Problem details:
Give back exactly the lines of the data below, starting with the line that has "1016,357 L 1078,419" and going on through the line that has "405,35 L 443,0".

Records for this task:
►

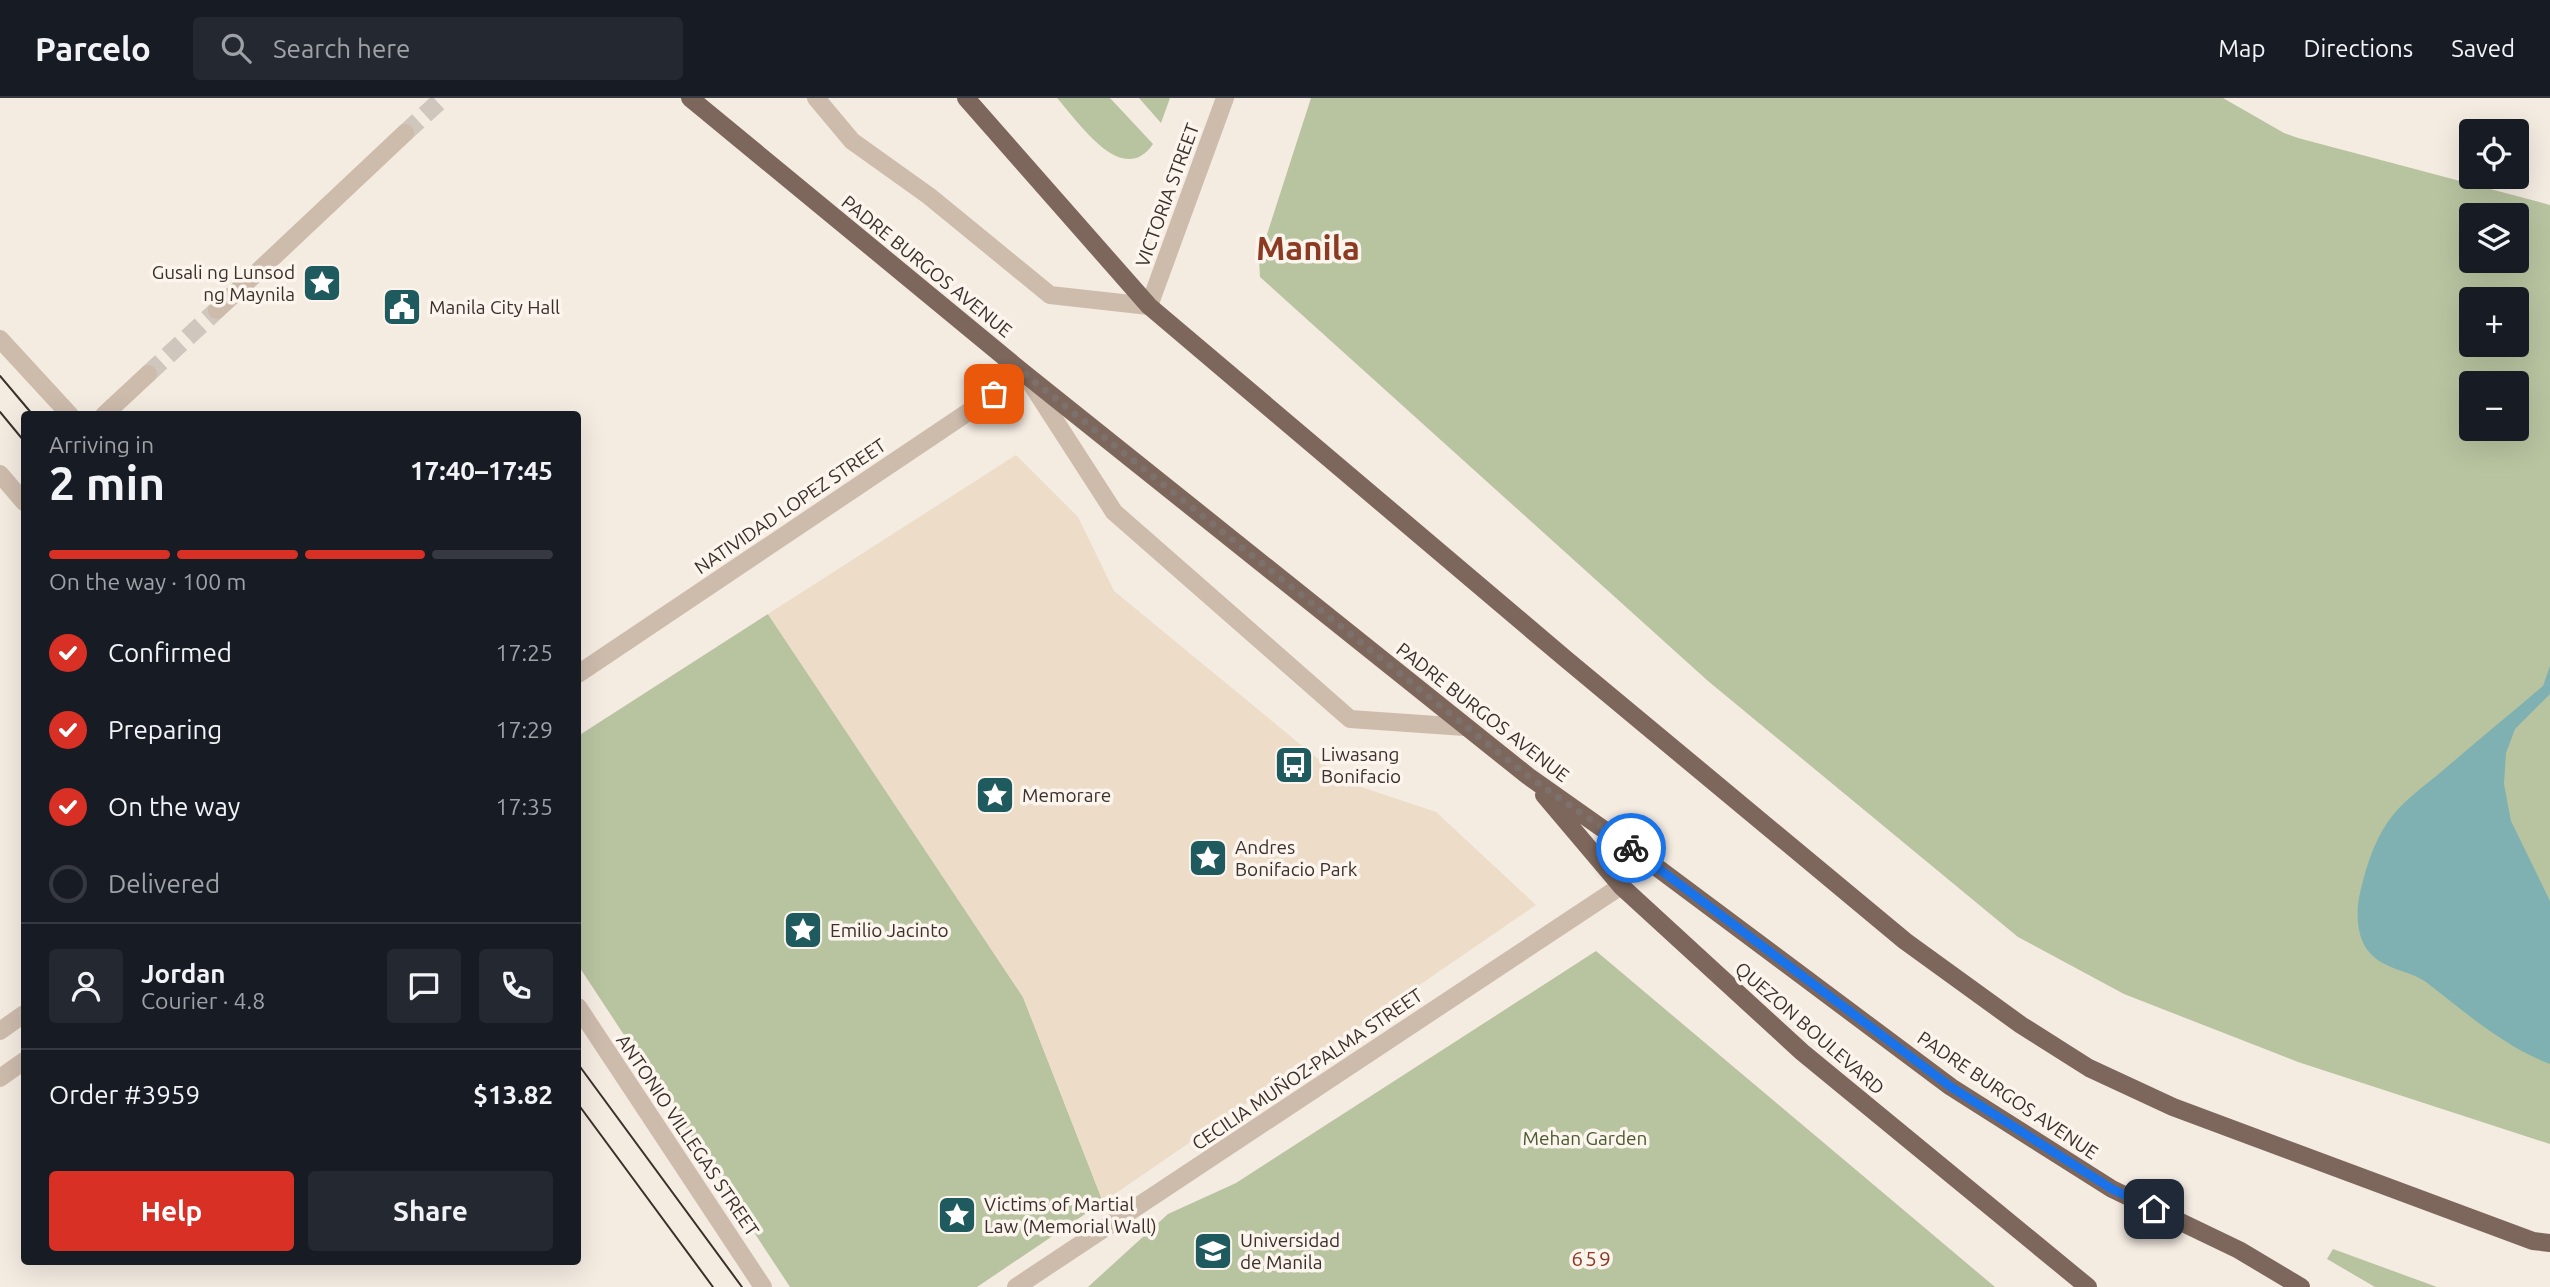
<!DOCTYPE html>
<html lang="en">
<head>
<meta charset="utf-8">
<style>
  :root { --surface:#171b24; --page:#242831; --text:#f1f3f6; --muted:#9ea1a6; --line:#363941; --accent:#d93025 }
  body { margin:0; font-family:Ubuntu,sans-serif; background:var(--page); color:var(--text); height:100vh; display:flex; flex-direction:column; font-size:26px; white-space:nowrap }
  * { box-sizing:border-box; margin:0 }
  p { font-size:23px; color:var(--muted) }
  .icon { flex:none; width:38px; height:38px; fill:none; stroke:currentColor; stroke-width:2; stroke-linecap:round; stroke-linejoin:round }
  .map { position:relative; flex:1; overflow:hidden }
  .details { position:absolute; left:21px; top:313px; width:560px; height:854px; display:flex; flex-direction:column; background:var(--surface); border-radius:7px; box-shadow:0 7px 28px #0002 }
  .details>* { flex:none }
  .buttons { position:absolute; left:2459px; top:21px; display:grid; gap:14px }
  .buttons a { display:grid; place-items:center; width:70px; height:70px; border-radius:7px; background:var(--surface); box-shadow:0 7px 28px #0002; font-size:35px }
  .pin { position:absolute; display:grid; place-items:center; width:60px; height:60px; color:#fff; margin:-30px; border-radius:14px; box-shadow:0 4px 10px #0006 }
  .courier { position:absolute; display:grid; place-items:center; width:70px; height:70px; margin:-35px; border:5px solid #1a73e8; border-radius:50%; background:#fff; color:#222; box-shadow:0 2px 9px #0007 }
  .headline em { font-style:normal; font-weight:700 }
  .headline div { display:flex; flex-direction:column-reverse }
  .headline { display:flex; align-items:center; justify-content:space-between; height:119px; padding:0 28px }
  h1 { font-size:46px; font-weight:700; line-height:52px }
  .bar { display:grid; grid-template-columns:repeat(4,1fr); gap:10px 7px; align-content:center; height:84px; padding:0 28px }
  .bar i { height:9px; border-radius:5px; background:var(--line) }
  .bar .active { background:var(--accent) }
  .bar p { grid-column:span 4 }
  .line { display:flex; align-items:center; gap:18px; padding:0 28px; border-top:2px solid var(--line) }
  .line div { flex:1 }
  .round { display:grid; place-items:center; flex:none; width:74px; height:74px; border-radius:7px; background:var(--page) }
  ol { padding:0 28px; list-style:none }
  li { display:flex; align-items:center; gap:21px; height:77px }
  li p { margin-inline-start:auto }
  li .icon { padding:7px; border-radius:50%; background:var(--accent); color:#fff; stroke-width:4 }
  li:last-child { color:var(--muted) }
  li i { width:38px; height:38px; border:4px solid var(--line); border-radius:50% }
  .cta { display:flex; gap:14px; margin-top:auto; padding:14px 28px }
  .cta a { flex:1; height:80px; border-radius:7px; background:var(--accent); color:#fff; font-size:28px; font-weight:700; line-height:80px; text-align:center }
  .cta a+a { background:var(--page); color:var(--text) }
  header { display:flex; align-items:center; gap:42px; box-sizing:border-box; height:98px; padding:0 35px; background:var(--surface); border-bottom:2px solid var(--line) }
  header strong { font-size:33px }
  nav { display:flex; gap:38px; margin-inline-start:auto; font-size:24px }
  .search { width:490px; height:63px; background:var(--page); display:flex; align-items:center; gap:18px; box-sizing:border-box; padding:0 24px; border-radius:7px; color:var(--muted); font-size:26px }
  .map>svg:first-child { display:block }
  .green { fill:#b8c4a0; fill-rule:evenodd }
  .plaza { fill:#ecdcc8 }
  .water { fill:#7fb0b2 }
  .lines { fill:none; stroke-linecap:round; stroke-linejoin:round }
  .minor-tunnel { stroke:#cfc6bd; stroke-width:18; stroke-dasharray:18 9; stroke-linecap:butt }
  .minor { stroke:#cdbbac; stroke-width:18 }
  .major { stroke:#7d675c; stroke-width:18 }
  .tram { stroke:#3b302b; stroke-width:2 }
  .done { stroke:#7c716b; stroke-width:7; stroke-dasharray:0 12.6 }
  .route { stroke:#1a73e8; stroke-width:9 }
  .labels { text-anchor:middle; dominant-baseline:central; stroke-width:7; stroke-linejoin:round; paint-order:stroke }
  .street-label { font-size:19px; fill:#3b302b; stroke:#fbf5ee }
  .poi-label { font-size:19px; fill:#3b302b; stroke:#fbf5ee; text-anchor:start }
  .park-label { font-size:19px; fill:#4a5a2e; stroke:#fbf5ee }
  .neighbourhood-label { font-size:21px; letter-spacing:2px; fill:#8c3b22; stroke:#fbf5ee }
  .town-label { font-size:33px; font-weight:bold; fill:#8c3b22; stroke:#fbf5ee }
</style>
</head>
<body>
<header>
<strong>Parcelo</strong>
<div class="search"><svg class="icon" aria-label="search" viewBox="0 0 24 24"><circle cx="10" cy="10" r="6"/><path d="M15 15l6 6"/></svg>Search here</div>
<nav><a>Map</a><a>Directions</a><a>Saved</a></nav>
</header>
<div class="map">
<svg width="2550" height="1189" viewBox="0 0 2550 1189">
  <rect width="100%" height="100%" fill="#f4ebe1"/>
  <path class="green" d="M 1057,0 L 1110,0 L 1153,46 C 1122,91 1078,23 1057,0 Z
    M 1139,0 L 1170,0 L 1161,25 Z
    M 1311,0 L 2223,0 L 2284,35 L 2298,40 L 2550,107 L 2550,1046 L 2298,964 L 2124,896 L 2018,839 L 1708,583 L 1260,179 L 1259,161 ZM 2471,117 L 2516,117 L 2516,163 L 2471,163 ZM 2471,201 L 2516,201 L 2516,247 L 2471,247 ZM 2471,285 L 2516,285 L 2516,331 L 2471,331 Z
    M 768,516 L 1023,899 L 1103,1104 L 977,1189 L 790,1189 L 578,867 L 578,638 Z
    M 1596,853 L 1995,1189 L 1088,1189 L 1168,1116 L 1236,1085 Z
    M 2333,1151 L 2437,1189 L 2375,1189 L 2327,1161 Z"/>
  <path class="plaza" d="M 1016,357 L 1078,419 L 1114,493 L 1346,684 L 1436,714 L 1536,807 L 1103,1104 L 1023,899 L 768,516 Z"/>
  <path class="water" d="M 2550,568 L 2550,596 L 2515,631 L 2506,655 L 2504,686 L 2511,723 L 2550,803 L 2550,966 C 2503,948 2465,914 2426,884 C 2409,872 2385,872 2370,855 C 2357,841 2356,817 2359,800 C 2364,775 2373,746 2387,725 C 2400,705 2423,689 2441,674 C 2475,645 2509,617 2543,588 Z"/>
  <g class="lines">
    <path class="minor-tunnel" d="M 405,35 L 443,0
      M 148,276 L 217,212"/>
    <path class="minor" d="M 816,0 L 852,43 L 929,98 L 1050,197 L 1149,208 L 1225,0
      M 217,212 L 405,35
      M 0,241 L 70,317
      M 104,317 L 148,276
      M 0,376 L 24,404
      M 578,576 L 1025,276 L 1114,414 L 1350,621 L 1465,629
      M 578,909 L 763,1189
      M 0,933 L 24,916
      M 0,980 L 24,963
      M 1016,1189 L 1621,788"/>
    <path class="major" d="M 690,0 L 1025,276 L 1528,678 L 1647,762 L 1951,989 L 2112,1091 L 2239,1152 L 2301,1189
      M 966,0 L 1149,208 L 1567,562 L 1905,843 L 2021,927 L 2089,970 L 2173,1009 L 2533,1143 L 2550,1145
      M 1544,697 L 1621,788 L 1802,954 L 2088,1189"/>
    <path class="tram" d="M 0,278 L 33,317
      M 0,314 L 24,343
      M 578,966 L 742,1189
      M 578,1006 L 713,1189"/>
  </g>
  <g class="lines">
    <path class="done" d="M 994,296 L 1025,276 L 1528,678 L 1631,750"/>
    <path class="route" d="M 1631,750 L 1951,989 L 2112,1091 L 2154,1111"/>
  </g>
  <defs>
    <g id="sight-square" transform="scale(2.0125)"><rect x="-9" y="-9" width="18" height="18" rx="4" fill="#1f5a5e" stroke="#fbf5ee"/><path d="M0-6L1.8-2.2L6-1.7L2.9 1.2L3.7 5.4L0 3.3L-3.7 5.4L-2.9 1.2L-6-1.7L-1.8-2.2Z" fill="#fff"/></g>
    <g id="civic-square" transform="scale(2.0125)"><rect x="-9" y="-9" width="18" height="18" rx="4" fill="#1f5a5e" stroke="#fbf5ee"/><path d="M-.6-6.5H3V-4.5H.6V-3L4-1V1h2V6H-6V1h2V-1L-.6-3ZM-1.2 2.5V6h2.4V2.5Z" fill="#fff"/></g>
    <g id="bus-square" transform="scale(2.0125)"><rect x="-9" y="-9" width="18" height="18" rx="4" fill="#1f5a5e" stroke="#fbf5ee"/><path d="M-5-6H5V4H4V6H2V4H-2V6H-4V4H-5ZM-3.5-4V0h7V-4ZM-3.5 1.2v1.5H-2V1.2ZM2 1.2v1.5H3.5V1.2Z" fill="#fff"/></g>
    <g id="university-square" transform="scale(2.0125)"><rect x="-9" y="-9" width="18" height="18" rx="4" fill="#1f5a5e" stroke="#fbf5ee"/><path d="M0-5L7-2L0 1L-7-2ZM-4 1L0 2.5L4 1V4Q0 6-4 4Z" fill="#fff"/></g>
  </defs>
  <g fill-rule="evenodd">
    <use href="#sight-square" x="322" y="185"/>
    <use href="#civic-square" x="402" y="209"/>
    <use href="#bus-square" x="1294" y="667"/>
    <use href="#sight-square" x="995" y="697"/>
    <use href="#sight-square" x="1208" y="760"/>
    <use href="#sight-square" x="803" y="832"/>
    <use href="#sight-square" x="957" y="1117"/>
    <use href="#university-square" x="1213" y="1153"/>
  </g>
  <g class="labels">
    <g class="street-label">
      <text transform="translate(1167 97) rotate(-70)">VICTORIA STREET</text>
      <text transform="translate(927 168) rotate(39)">PADRE BURGOS AVENUE</text>
      <text transform="translate(790 408) rotate(-34)">NATIVIDAD LOPEZ STREET</text>
      <text transform="translate(1483 614) rotate(38)">PADRE BURGOS AVENUE</text>
      <text transform="translate(1810 930) rotate(41)">QUEZON BOULEVARD</text>
      <text transform="translate(1307 971) rotate(-34)">CECILIA MUÑOZ-PALMA STREET</text>
      <text transform="translate(2008 997) rotate(34)">PADRE BURGOS AVENUE</text>
      <text transform="translate(688 1037) rotate(56)">ANTONIO VILLEGAS STREET</text>
    </g>
    <g class="poi-label">
      <text x="295" y="174" text-anchor="end">Gusali ng Lunsod<tspan x="295" dy="22">ng Maynila</tspan></text>
      <text x="429" y="209">Manila City Hall</text>
      <text x="1321" y="656">Liwasang<tspan x="1321" dy="22">Bonifacio</tspan></text>
      <text x="1022" y="697">Memorare</text>
      <text x="1235" y="749">Andres<tspan x="1235" dy="22">Bonifacio Park</tspan></text>
      <text x="830" y="832">Emilio Jacinto</text>
      <text x="984" y="1106">Victims of Martial<tspan x="984" dy="22">Law (Memorial Wall)</tspan></text>
      <text x="1240" y="1142">Universidad<tspan x="1240" dy="22">de Manila</tspan></text>
    </g>
    <g class="park-label">
      <text x="1585" y="1040">Mehan Garden</text>
    </g>
    <g class="neighbourhood-label">
      <text x="1592" y="1160">659</text>
    </g>
    <g class="town-label">
      <text x="1308" y="149">Manila</text>
    </g>
  </g>
</svg>
<div class="buttons">
<a><svg class="icon" aria-label="locate" viewBox="0 0 24 24"><circle cx="12" cy="12" r="6"/><path d="M12 2v4M12 18v4M2 12h4M18 12h4"/></svg></a>
<a><svg class="icon" aria-label="layers" viewBox="0 0 24 24"><path d="M12 4l9 5-9 5-9-5zM3 14l9 5 9-5"/></svg></a>
<a>+</a>
<a>−</a>
</div>
<div class="pin" style="left:994px;top:296px;background:#ea580c"><svg class="icon" aria-label="bag" viewBox="0 0 24 24"><path d="M5 8h14l-1 12H6zM9 8a3 3 0 0 1 6 0"/></svg></div>
<div class="pin" style="left:2154px;top:1111px;background:#1f2937"><svg class="icon" aria-label="home" viewBox="0 0 24 24"><path d="M3 11l9-7 9 7M6 9v11h12V9"/></svg></div>
<div class="courier" style="left:1631px;top:750px"><svg class="icon" aria-label="bike" viewBox="0 0 24 24"><circle cx="6" cy="16" r="4"/><circle cx="18" cy="16" r="4"/><path d="M6 16l4-8h5l3 8M10 8l3 8H6M13 5h3"/></svg></div>
<section class="details">
<div class="headline"><div><h1>2 min</h1><p>Arriving in</p></div><em>17:40–17:45</em></div>
<div class="bar"><i class="active"></i><i class="active"></i><i class="active"></i><i></i><p>On the way · 100 m</p></div>
<ol>
<li><svg class="icon" aria-label="check" viewBox="0 0 24 24"><path d="M5 12l5 5 9-10"/></svg>Confirmed<p>17:25</p></li>
<li><svg class="icon" aria-label="check" viewBox="0 0 24 24"><path d="M5 12l5 5 9-10"/></svg>Preparing<p>17:29</p></li>
<li><svg class="icon" aria-label="check" viewBox="0 0 24 24"><path d="M5 12l5 5 9-10"/></svg>On the way<p>17:35</p></li>
<li><i></i>Delivered</li>
</ol>
<div class="line" style="height:126px"><a class="round"><svg class="icon" aria-label="person" viewBox="0 0 24 24"><circle cx="12" cy="8" r="4"/><path d="M4 21q1-7 8-7t8 7"/></svg></a><div><b>Jordan</b><p>Courier · 4.8</p></div><a class="round"><svg class="icon" aria-label="chat" viewBox="0 0 24 24"><path d="M4 5h16v11H9l-5 4z"/></svg></a><a class="round"><svg class="icon" aria-label="phone" viewBox="0 0 24 24"><path d="M5 4h4l2 5-3 2q2 4 5 5l2-3 5 2v4C11 20 4 13 5 4z"/></svg></a></div>
<div class="line" style="height:91px"><div>Order #3959</div><b>$13.82</b></div>
<div class="cta"><a>Help</a><a>Share</a></div>
</section>
</div>
</body>
</html>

◄

Answer section:
  <path class="plaza" d="M 1016,357 L 1078,419 L 1114,493 L 1346,684 L 1436,714 L 1536,807 L 1103,1104 L 1023,899 L 768,516 Z"/>
  <path class="water" d="M 2550,568 L 2550,596 L 2515,631 L 2506,655 L 2504,686 L 2511,723 L 2550,803 L 2550,966 C 2503,948 2465,914 2426,884 C 2409,872 2385,872 2370,855 C 2357,841 2356,817 2359,800 C 2364,775 2373,746 2387,725 C 2400,705 2423,689 2441,674 C 2475,645 2509,617 2543,588 Z"/>
  <g class="lines">
    <path class="minor-tunnel" d="M 405,35 L 443,0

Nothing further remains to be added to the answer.